4.1 The offer or pricing is non-committal, unless it concerns a consumer purchase, and is valid for the specified term or while supplies last.

4.2 Prices of concluded agreements exclude VAT.

4.3 Unless Studio Lenneke Wispelwey explicitly expressed a different method of creation, agreements between Studio Lenneke Wispelwey and the buyer are established by written confirmation from Studio Lenneke Wispelwey, including a confirmation by e-mail. An automatic electronically generated receipt does not qualify as such confirmation. Studio Lenneke Wispelwey reserves the right to refuse an order.

4.4 Studio Lenneke Wispelwey is authorized to make use of third parties in the implementation of the agreement. All rights and claims as defined by these terms and conditions and any further agreements that are stipulated on behalf of Studio Lenneke Wispelwey, apply equally on behalf of the designer’s intermediaries and other third parties.

5. Price Changes

5.1 If after the conclusion of the agreement the prices of raw materials, wages, import duties, taxes or other external costs (whether or not as a result of currency fluctuations) increase, is Studio Lenneke Wispelwey entitled to adjust the purchase price to match this increase of costs.

5.2 Studio Lenneke Wispelwey will notify the buyer as soon as possible in occurrence of such circumstance, after which the buyer is entitled to dissolve the agreement, unless it is stipulated that the delivery takes place after more than 3 (three) months after the sale, or when the increase is the result of a statutory increase.

6. Delivery

6.1 Specified (delivery)times do not apply as deadlines, unless expressly agreed in writing. When a term is exceeded, the purchaser must therefore provide a written notice of default of Studio Lenneke Wispelwey.

6.2 If Studio Lenneke Wispelwey needs data from the buyer for the implementation of the agreement, or if (partial) advance payment is stipulated, the delivery period only commences after Studio Lenneke Wispelwey has received the correct and full data respectively the advance payment.
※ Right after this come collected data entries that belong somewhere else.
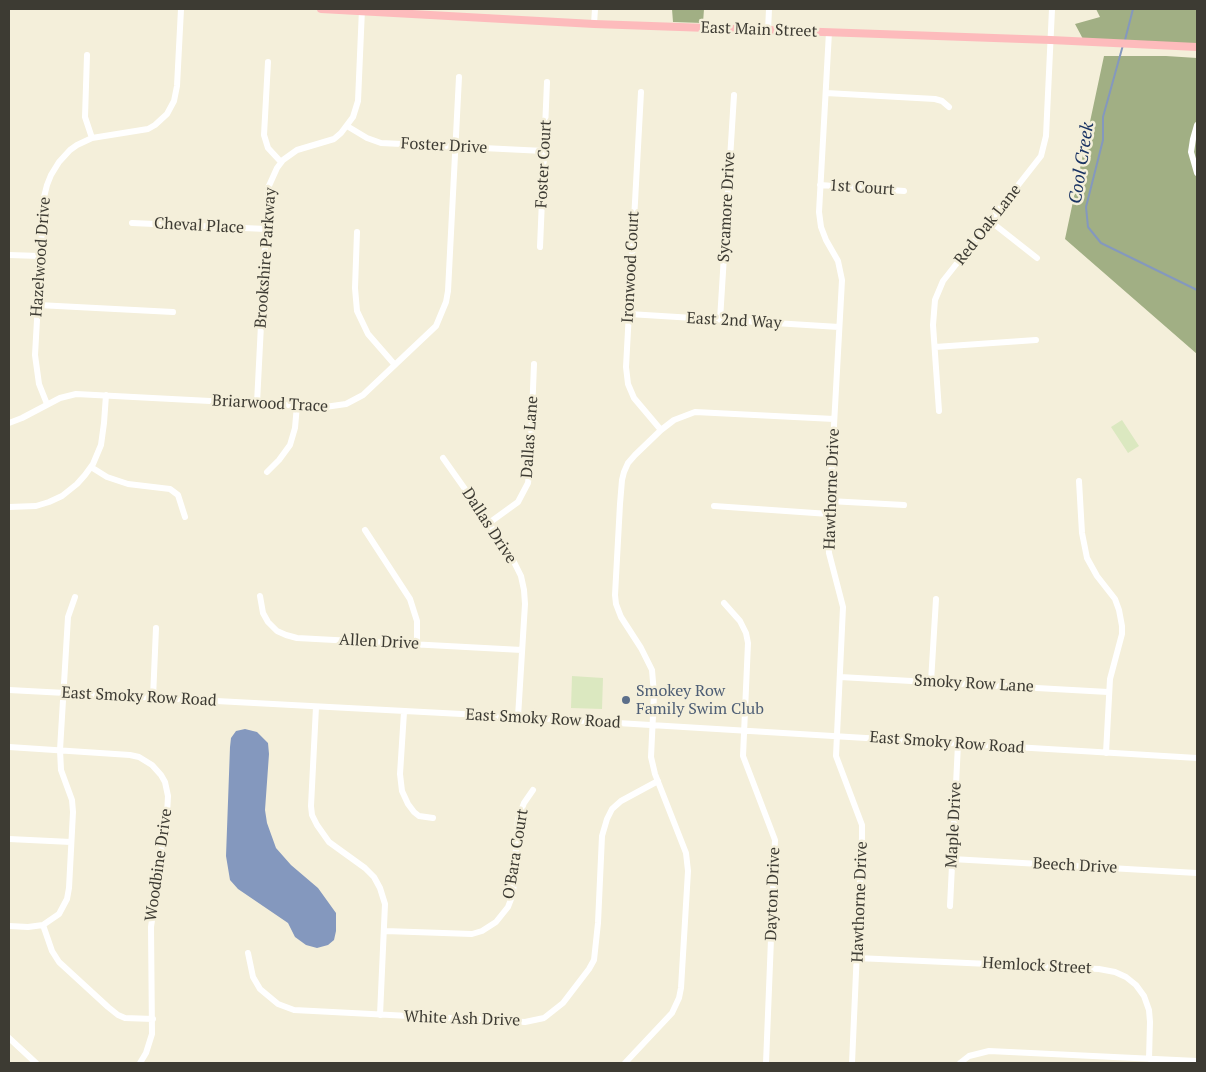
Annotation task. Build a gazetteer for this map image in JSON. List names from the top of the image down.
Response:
{
  "streets": {
    "main road": ["East Main Street"],
    "street": [
      "Foster Drive",
      "Foster Court",
      "1st Court",
      "Sycamore Drive",
      "Red Oak Lane",
      "Cheval Place",
      "Hazelwood Drive",
      "Brookshire Parkway",
      "Ironwood Court",
      "East 2nd Way",
      "Briarwood Trace",
      "Dallas Lane",
      "Hawthorne Drive",
      "Dallas Drive",
      "Allen Drive",
      "Smoky Row Lane",
      "East Smoky Row Road",
      "Maple Drive",
      "O'Bara Court",
      "Woodbine Drive",
      "Beech Drive",
      "Dayton Drive",
      "Hemlock Street",
      "White Ash Drive"
    ]
  },
  "crossings": [
    ["East Main Street", "Red Oak Lane"],
    ["East Main Street", "Brookshire Parkway"],
    ["East Main Street", "Hawthorne Drive"],
    ["Foster Drive", "Foster Court"],
    ["Foster Drive", "Brookshire Parkway"],
    ["Foster Drive", "Briarwood Trace"],
    ["1st Court", "Hawthorne Drive"],
    ["Sycamore Drive", "East 2nd Way"],
    ["Cheval Place", "Brookshire Parkway"],
    ["Hazelwood Drive", "Briarwood Trace"],
    ["Brookshire Parkway", "Briarwood Trace"],
    ["Ironwood Court", "East 2nd Way"],
    ["East 2nd Way", "Hawthorne Drive"],
    ["Dallas Lane", "Dallas Drive"],
    ["Hawthorne Drive", "Smoky Row Lane"],
    ["Hawthorne Drive", "East Smoky Row Road"],
    ["Hawthorne Drive", "Hemlock Street"],
    ["Dallas Drive", "Allen Drive"],
    ["Dallas Drive", "East Smoky Row Road"],
    ["East Smoky Row Road", "Maple Drive"],
    ["East Smoky Row Road", "Dayton Drive"],
    ["Maple Drive", "Beech Drive"]
  ],
  "water": ["Cool Creek"],
  "places": ["Smokey Row Family Swim Club"]
}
6.3 Delivery to non-consumers takes place at the moment that the products have left the storage of Studio Lenneke Wispelwey. Delivery to consumers takes place at the by the buyer provided address at the moment of conclusion of the agreement, delivery due to absence at the post office or absence of the by the buyer specified neighbors/third included. The risk of the products is for the buyer once delivered.

6.4 If the buyer refuses delivery Studio Lenneke Wispelwey is entitled to charge the buyer for the resulting costs. In addition, Studio Lenneke Wispelwey has in that case the right to dissolve the agreement, without prejudice to the right to claim full compensation.

6.5 All our packages are delivered by Post NL, shipping costs for products send within the Netherlands or send abroad will be borne by the buyer.

6.6 The delivery of packages outside the European Union may be charged with customs clearance costs by customs of the country of destination. Studio Lenneke Wispelwey has no influence on these costs and these costs are to be borne by the buyer.

7. Reservation of ownership

7.1 All delivered products remain the property of Studio Lenneke Wispelwey until the buyer has fulfilled all his obligations under the agreement towards Studio Lenneke Wispelwey.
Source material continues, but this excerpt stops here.